[Saved entries]
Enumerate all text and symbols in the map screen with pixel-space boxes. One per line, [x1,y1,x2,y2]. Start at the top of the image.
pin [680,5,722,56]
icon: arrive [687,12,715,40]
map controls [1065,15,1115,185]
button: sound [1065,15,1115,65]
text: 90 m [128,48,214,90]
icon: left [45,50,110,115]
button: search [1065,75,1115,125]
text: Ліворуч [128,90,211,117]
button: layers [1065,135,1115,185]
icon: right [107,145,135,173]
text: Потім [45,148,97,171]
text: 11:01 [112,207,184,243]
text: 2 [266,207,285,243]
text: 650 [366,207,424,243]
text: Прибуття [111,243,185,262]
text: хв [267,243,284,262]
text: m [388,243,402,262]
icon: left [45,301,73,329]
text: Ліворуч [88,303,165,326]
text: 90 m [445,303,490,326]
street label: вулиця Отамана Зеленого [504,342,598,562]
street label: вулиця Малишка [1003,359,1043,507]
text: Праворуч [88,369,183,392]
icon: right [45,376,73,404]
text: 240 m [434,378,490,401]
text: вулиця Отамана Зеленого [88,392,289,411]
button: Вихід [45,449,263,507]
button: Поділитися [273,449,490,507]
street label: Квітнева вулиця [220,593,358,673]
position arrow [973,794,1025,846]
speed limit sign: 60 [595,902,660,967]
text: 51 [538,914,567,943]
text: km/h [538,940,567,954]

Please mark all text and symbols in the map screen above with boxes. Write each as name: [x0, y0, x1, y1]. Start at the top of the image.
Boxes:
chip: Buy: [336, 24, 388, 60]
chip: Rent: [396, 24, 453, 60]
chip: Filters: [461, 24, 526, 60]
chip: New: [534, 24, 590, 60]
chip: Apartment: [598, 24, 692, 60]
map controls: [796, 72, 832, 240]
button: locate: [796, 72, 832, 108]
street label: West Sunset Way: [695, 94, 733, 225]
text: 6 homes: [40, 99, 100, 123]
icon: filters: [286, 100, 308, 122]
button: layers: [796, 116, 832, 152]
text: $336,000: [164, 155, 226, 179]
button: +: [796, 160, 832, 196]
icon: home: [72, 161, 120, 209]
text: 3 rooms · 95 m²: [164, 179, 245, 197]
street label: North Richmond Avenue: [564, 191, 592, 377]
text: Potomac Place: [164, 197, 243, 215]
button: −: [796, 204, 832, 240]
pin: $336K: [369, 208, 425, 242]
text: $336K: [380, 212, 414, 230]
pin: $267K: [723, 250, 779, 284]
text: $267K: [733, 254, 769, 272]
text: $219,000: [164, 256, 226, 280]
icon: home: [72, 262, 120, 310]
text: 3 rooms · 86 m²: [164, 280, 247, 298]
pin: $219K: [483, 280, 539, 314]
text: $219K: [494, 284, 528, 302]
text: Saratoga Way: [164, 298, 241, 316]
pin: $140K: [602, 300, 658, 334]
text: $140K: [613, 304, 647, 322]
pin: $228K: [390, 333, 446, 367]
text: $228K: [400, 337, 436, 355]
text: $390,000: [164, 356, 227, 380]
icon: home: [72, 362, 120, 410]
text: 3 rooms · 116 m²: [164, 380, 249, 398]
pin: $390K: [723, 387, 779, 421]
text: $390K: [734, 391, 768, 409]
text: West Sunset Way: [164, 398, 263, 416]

- _Problem to work on_
Write out every record again, exactly as it was written.

- _Answer section_
Enumerate all text and symbols in the map screen with pixel-space boxes. One per line, [x1,y1,x2,y2]. Start at the top of the image.
pin [680,5,722,56]
icon: arrive [687,12,715,40]
map controls [1065,15,1115,185]
button: sound [1065,15,1115,65]
text: 90 m [128,48,214,90]
icon: left [45,50,110,115]
button: search [1065,75,1115,125]
text: Ліворуч [128,90,211,117]
button: layers [1065,135,1115,185]
icon: right [107,145,135,173]
text: Потім [45,148,97,171]
text: 11:01 [112,207,184,243]
text: 2 [266,207,285,243]
text: 650 [366,207,424,243]
text: Прибуття [111,243,185,262]
text: хв [267,243,284,262]
text: m [388,243,402,262]
icon: left [45,301,73,329]
text: Ліворуч [88,303,165,326]
text: 90 m [445,303,490,326]
street label: вулиця Отамана Зеленого [504,342,598,562]
street label: вулиця Малишка [1003,359,1043,507]
text: Праворуч [88,369,183,392]
icon: right [45,376,73,404]
text: 240 m [434,378,490,401]
text: вулиця Отамана Зеленого [88,392,289,411]
button: Вихід [45,449,263,507]
button: Поділитися [273,449,490,507]
street label: Квітнева вулиця [220,593,358,673]
position arrow [973,794,1025,846]
speed limit sign: 60 [595,902,660,967]
text: 51 [538,914,567,943]
text: km/h [538,940,567,954]

Please mark all text and symbols in the map screen above with boxes. Write each as name: [x0, y0, x1, y1]. Start at the top of the image.
Boxes:
chip: Buy: [336, 24, 388, 60]
chip: Rent: [396, 24, 453, 60]
chip: Filters: [461, 24, 526, 60]
chip: New: [534, 24, 590, 60]
chip: Apartment: [598, 24, 692, 60]
map controls: [796, 72, 832, 240]
button: locate: [796, 72, 832, 108]
street label: West Sunset Way: [695, 94, 733, 225]
text: 6 homes: [40, 99, 100, 123]
icon: filters: [286, 100, 308, 122]
button: layers: [796, 116, 832, 152]
text: $336,000: [164, 155, 226, 179]
button: +: [796, 160, 832, 196]
icon: home: [72, 161, 120, 209]
text: 3 rooms · 95 m²: [164, 179, 245, 197]
street label: North Richmond Avenue: [564, 191, 592, 377]
text: Potomac Place: [164, 197, 243, 215]
button: −: [796, 204, 832, 240]
pin: $336K: [369, 208, 425, 242]
text: $336K: [380, 212, 414, 230]
pin: $267K: [723, 250, 779, 284]
text: $267K: [733, 254, 769, 272]
text: $219,000: [164, 256, 226, 280]
icon: home: [72, 262, 120, 310]
text: 3 rooms · 86 m²: [164, 280, 247, 298]
pin: $219K: [483, 280, 539, 314]
text: $219K: [494, 284, 528, 302]
text: Saratoga Way: [164, 298, 241, 316]
pin: $140K: [602, 300, 658, 334]
text: $140K: [613, 304, 647, 322]
pin: $228K: [390, 333, 446, 367]
text: $228K: [400, 337, 436, 355]
text: $390,000: [164, 356, 227, 380]
icon: home: [72, 362, 120, 410]
text: 3 rooms · 116 m²: [164, 380, 249, 398]
pin: $390K: [723, 387, 779, 421]
text: $390K: [734, 391, 768, 409]
text: West Sunset Way: [164, 398, 263, 416]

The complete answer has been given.